Click … bait
You could start by not wasting your time clicking on stupid click-bait articles, I suppose. But since you’re here you might as well learn something.
Investing should be mainly about hard work, slogging through accounts and trying to figure out where or why a company has a defendable competitive advantage. But that’s not much help if you have the self control of an octogenarian with prostate trouble. Investing is 90% hard work and 10% mental discipline – but don’t even bother if you haven’t got the 10%.
1. Learn Self-Control or Buy Trackers
The research of Walter Mischel revealed that people who demonstrated self-control when small children had, on average, better life outcomes on almost every dimension – in terms of health, relationships, lifespan and investing.The ability to delay gratification, to make a sacrifice now in order to benefit later on, turns out to be one of the key attributes for private investors.

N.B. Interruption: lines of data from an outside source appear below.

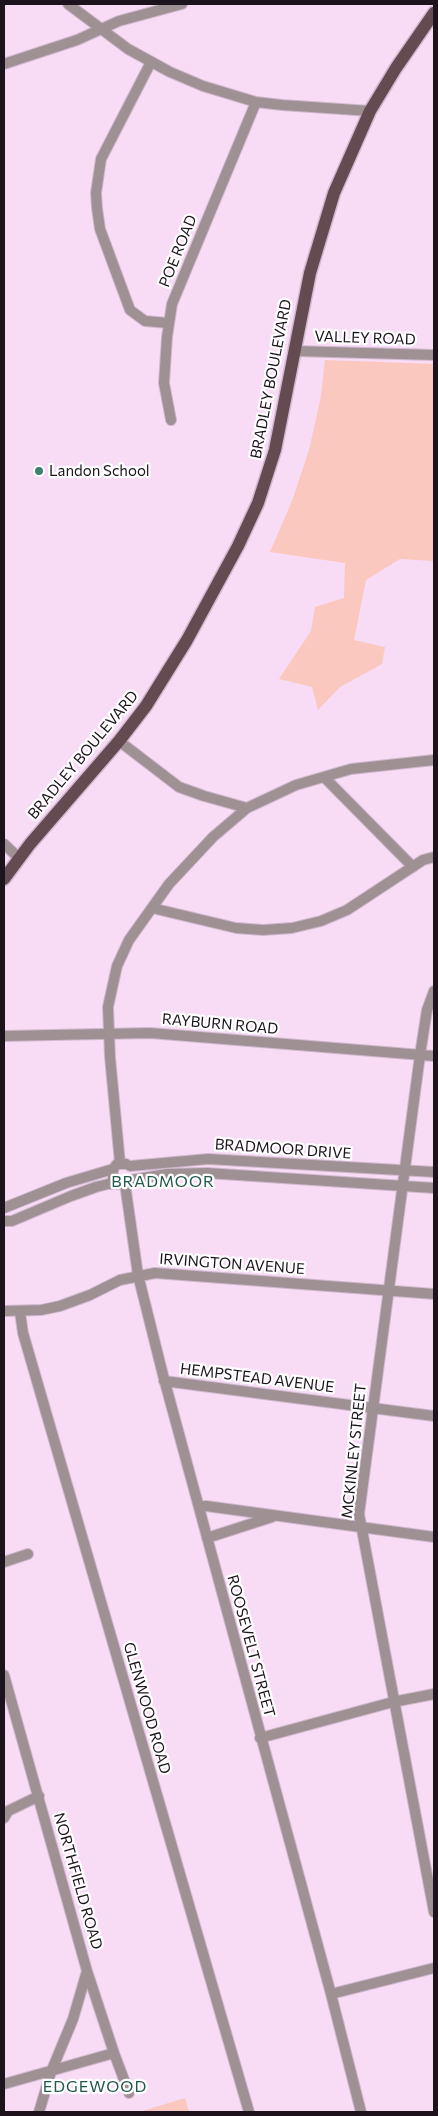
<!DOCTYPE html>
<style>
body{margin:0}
#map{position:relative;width:438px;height:2116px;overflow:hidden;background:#f8dcf5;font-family:Commissioner,sans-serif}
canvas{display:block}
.frame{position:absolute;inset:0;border:5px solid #1c131c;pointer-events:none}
</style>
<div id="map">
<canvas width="438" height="2116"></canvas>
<div class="frame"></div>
</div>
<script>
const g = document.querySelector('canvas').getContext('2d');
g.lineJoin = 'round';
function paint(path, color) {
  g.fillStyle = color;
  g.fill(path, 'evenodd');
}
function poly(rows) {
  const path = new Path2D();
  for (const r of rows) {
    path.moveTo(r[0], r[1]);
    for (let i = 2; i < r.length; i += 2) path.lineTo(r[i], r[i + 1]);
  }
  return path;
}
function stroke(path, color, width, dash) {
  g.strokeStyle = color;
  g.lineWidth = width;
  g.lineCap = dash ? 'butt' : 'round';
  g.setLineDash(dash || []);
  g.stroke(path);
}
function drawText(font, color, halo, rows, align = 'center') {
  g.font = font + ' Commissioner,sans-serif';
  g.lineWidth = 4.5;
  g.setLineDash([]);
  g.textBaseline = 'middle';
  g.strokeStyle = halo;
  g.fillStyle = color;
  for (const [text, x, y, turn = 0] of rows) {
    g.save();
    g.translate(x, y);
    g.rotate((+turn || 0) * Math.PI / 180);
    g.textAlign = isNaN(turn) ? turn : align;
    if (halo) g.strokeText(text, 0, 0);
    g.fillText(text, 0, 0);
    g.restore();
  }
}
paint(poly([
 [325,360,434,364,434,561,400,559,366,580,354,640,385,647,382,664,340,687,318,710,312,687,279,679,311,631,315,607,344,598,345,563,270,552,292,501,309,450,321,396],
 [185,2098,189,2112,139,2112]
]), '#fac8bf');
const minor = poly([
 [68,4,128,49,170,72,203,86,256,102,282,105,370,111],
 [151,62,101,159,96,193,97,208,100,229,130,310,145,321,168,323],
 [4,64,77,40,119,21,182,4],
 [295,351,434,355],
 [171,420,164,383,167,337,172,304,256,102],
 [119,741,179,787,204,796,247,808,296,785,351,769,434,760],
 [324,777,413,867],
 [4,844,19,858],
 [152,908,236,928,263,930,292,928,321,921,347,910,423,860,434,857],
 [434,991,427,1010,420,1055,359,1514,434,1912],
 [4,1036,150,1033,434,1056],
 [120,1163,110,1057,108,1007,117,966,129,940,169,884,213,837,247,808],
 [130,1166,208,1159,434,1172],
 [131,1180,167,1174,207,1173,434,1188],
 [118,1184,113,1179,113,1169,117,1164,126,1164],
 [125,1184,138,1275,163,1375,331,1994,361,2112],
 [4,1208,66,1183,113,1169],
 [4,1221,12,1221,71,1196,96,1187,108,1184,125,1184,130,1182],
 [4,1311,41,1310,60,1306,90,1295,120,1280,155,1273,434,1294],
 [20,1312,23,1333,249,2112],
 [164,1381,434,1416],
 [199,1507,206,1506,434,1537],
 [207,1538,272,1517],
 [4,1562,28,1554],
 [4,1675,87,1971,114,2053,129,2093],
 [260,1738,393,1702,434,1694],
 [4,1818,8,1811,39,1796],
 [331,1994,434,1968],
 [4,2084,114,2053],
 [39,2112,51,2072,73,2019,87,1971]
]);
const major = poly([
 [4,879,30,844,119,741,146,706,187,640,238,546,258,503,275,450,310,273,334,193,370,111,396,68,434,13]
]);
stroke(minor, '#d0b8ce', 12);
stroke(major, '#d0b8ce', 15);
stroke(minor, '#9f9094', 10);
stroke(major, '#644a51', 12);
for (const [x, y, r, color] of [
 [39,471,5,"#3e8072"]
]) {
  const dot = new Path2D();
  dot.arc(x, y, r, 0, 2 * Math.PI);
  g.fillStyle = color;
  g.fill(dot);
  stroke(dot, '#fff', 2);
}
drawText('15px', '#1c131c', '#fff', [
 ["POE ROAD",178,251,-68],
 ["VALLEY ROAD",365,338,2],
 ["BRADLEY BOULEVARD",271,379,-79],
 ["BRADLEY BOULEVARD",83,755,-50],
 ["RAYBURN ROAD",220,1024,5],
 ["BRADMOOR DRIVE",283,1149,4],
 ["IRVINGTON AVENUE",232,1264,4],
 ["HEMPSTEAD AVENUE",257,1378,7],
 ["MCKINLEY STREET",354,1451,-84],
 ["ROOSEVELT STREET",251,1646,75],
 ["GLENWOOD ROAD",147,1708,74],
 ["NORTHFIELD ROAD",78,1881,74]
]);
drawText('15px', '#1c131c', '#fff', [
 ["Landon School",49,471]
], 'left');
g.letterSpacing = '1px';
drawText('16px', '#21574c', '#fff', [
 ["BRADMOOR",163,1182],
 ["EDGEWOOD",95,2087]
]);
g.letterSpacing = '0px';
</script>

Markets are broadly efficient, at least in the short-term.Day-traders and people making short-term trades are almost guaranteedto lose money unless they have some form of informational advantage. I know a few – a very few – people who do seem to make money in the short-term but they trade in specialized areas where institutions have little interest. For everyone else the main advantage of being a private investor is that we can wait.
Unfortunately, for a lot of people, waiting turns out to be something they’re very bad at. And, as Mischel found, this can be traced back to early childhood. Whether this is a genetic trait or is something learned at the breast isn’t clear, but it’s certainly the case that without it you’re going to struggle to make positive returns. So if you’re the kind of person who can’t wait to buy the latest must-have gadget, and would rather charge to your credit card than wait a month, probably best you stick to index trackers.